Stored data
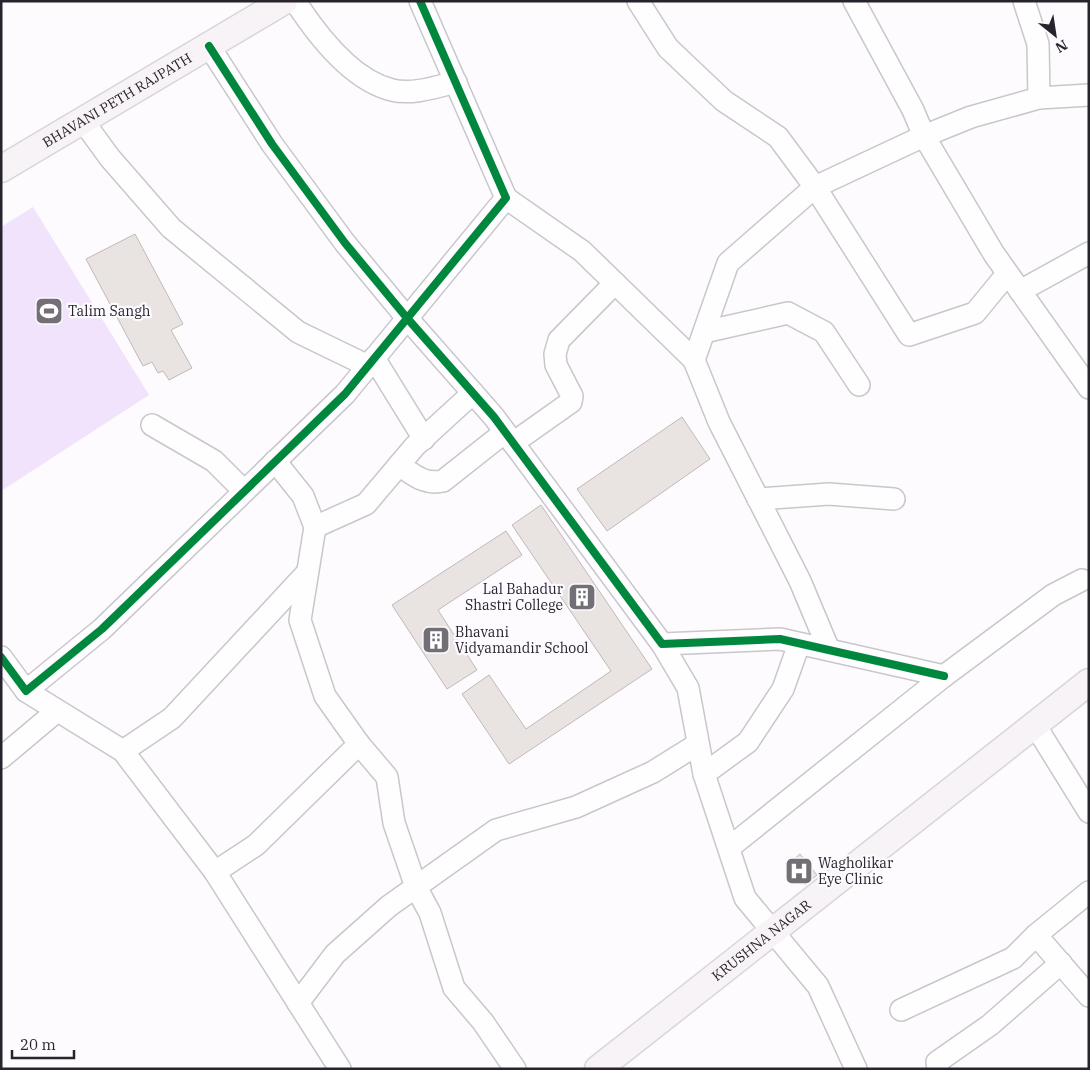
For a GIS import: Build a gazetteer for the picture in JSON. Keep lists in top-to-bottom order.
{
  "streets": {
    "main road": ["BHAVANI PETH RAJPATH", "KRUSHNA NAGAR"]
  },
  "places": {
    "sports": ["Talim Sangh"],
    "building": ["Lal Bahadur Shastri College", "Bhavani Vidyamandir School"],
    "hospital": ["Wagholikar Eye Clinic"]
  },
  "scale_bar": "20 m",
  "north": "bottom right"
}
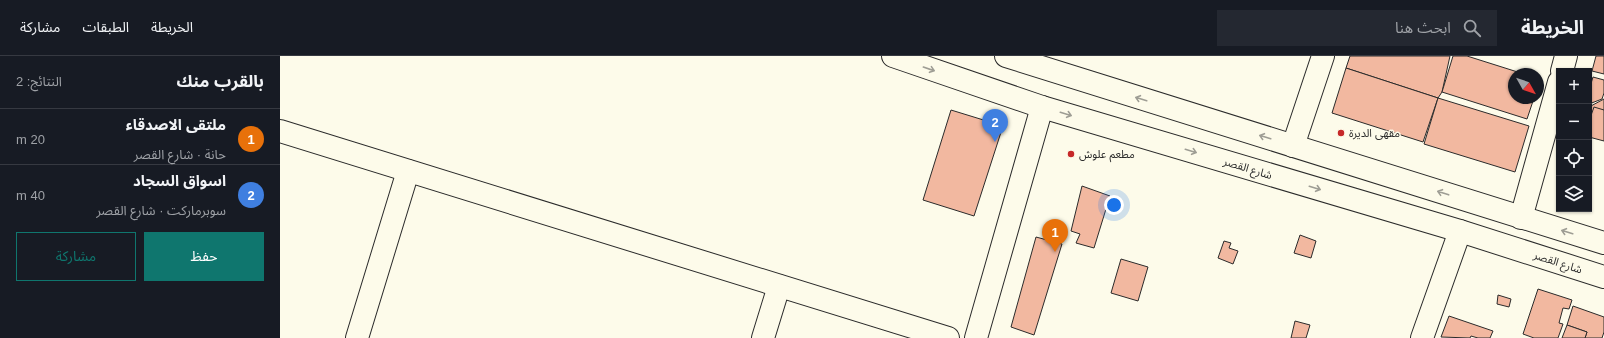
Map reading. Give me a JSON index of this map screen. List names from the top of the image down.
{
  "streets": {
    "street": ["شارع القصر"]
  },
  "places": ["مقهى الديرة", "مطعم علوش"],
  "north": "bottom right",
  "page": {
    "header": "الخريطة",
    "search": "ابحث هنا",
    "nav": ["الخريطة", "الطبقات", "مشاركة"],
    "heading": ["بالقرب منك", "النتائج: 2"],
    "map_buttons": ["+", "−"],
    "list": [
      {
        "mark": "1",
        "name": "ملتقى الاصدقاء",
        "note": "حانة · شارع القصر",
        "value": "20 m"
      },
      {
        "mark": "2",
        "name": "اسواق السجاد",
        "note": "سوبرماركت · شارع القصر",
        "value": "40 m"
      }
    ],
    "pins": ["2", "1"],
    "buttons": ["حفظ", "مشاركة"]
  }
}
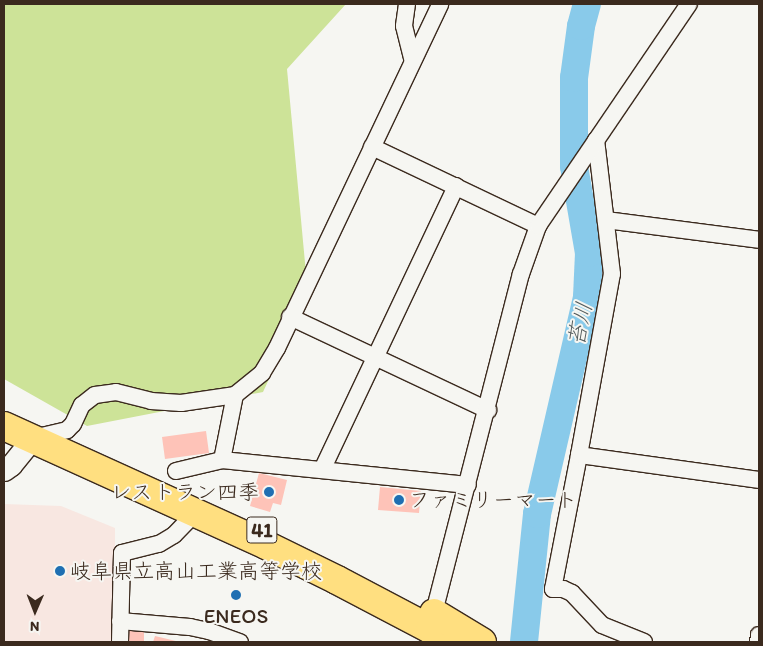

- [WHAT YOU HAVE TO DO]:
For each entry above, write it out again exactly but leave out any picture.

- [OUTPUT OF THE EXERCISE]:
For a GIS import: Build a gazetteer for the picture in JSON. Keep lists in top-to-bottom order.
{
  "streets": {
    "main road": ["BHAVANI PETH RAJPATH", "KRUSHNA NAGAR"]
  },
  "places": {
    "sports": ["Talim Sangh"],
    "building": ["Lal Bahadur Shastri College", "Bhavani Vidyamandir School"],
    "hospital": ["Wagholikar Eye Clinic"]
  },
  "scale_bar": "20 m",
  "north": "bottom right"
}
Map reading. Give me a JSON index of this map screen. List names from the top of the image down.
{
  "streets": {
    "street": ["شارع القصر"]
  },
  "places": ["مقهى الديرة", "مطعم علوش"],
  "north": "bottom right",
  "page": {
    "header": "الخريطة",
    "search": "ابحث هنا",
    "nav": ["الخريطة", "الطبقات", "مشاركة"],
    "heading": ["بالقرب منك", "النتائج: 2"],
    "map_buttons": ["+", "−"],
    "list": [
      {
        "mark": "1",
        "name": "ملتقى الاصدقاء",
        "note": "حانة · شارع القصر",
        "value": "20 m"
      },
      {
        "mark": "2",
        "name": "اسواق السجاد",
        "note": "سوبرماركت · شارع القصر",
        "value": "40 m"
      }
    ],
    "pins": ["2", "1"],
    "buttons": ["حفظ", "مشاركة"]
  }
}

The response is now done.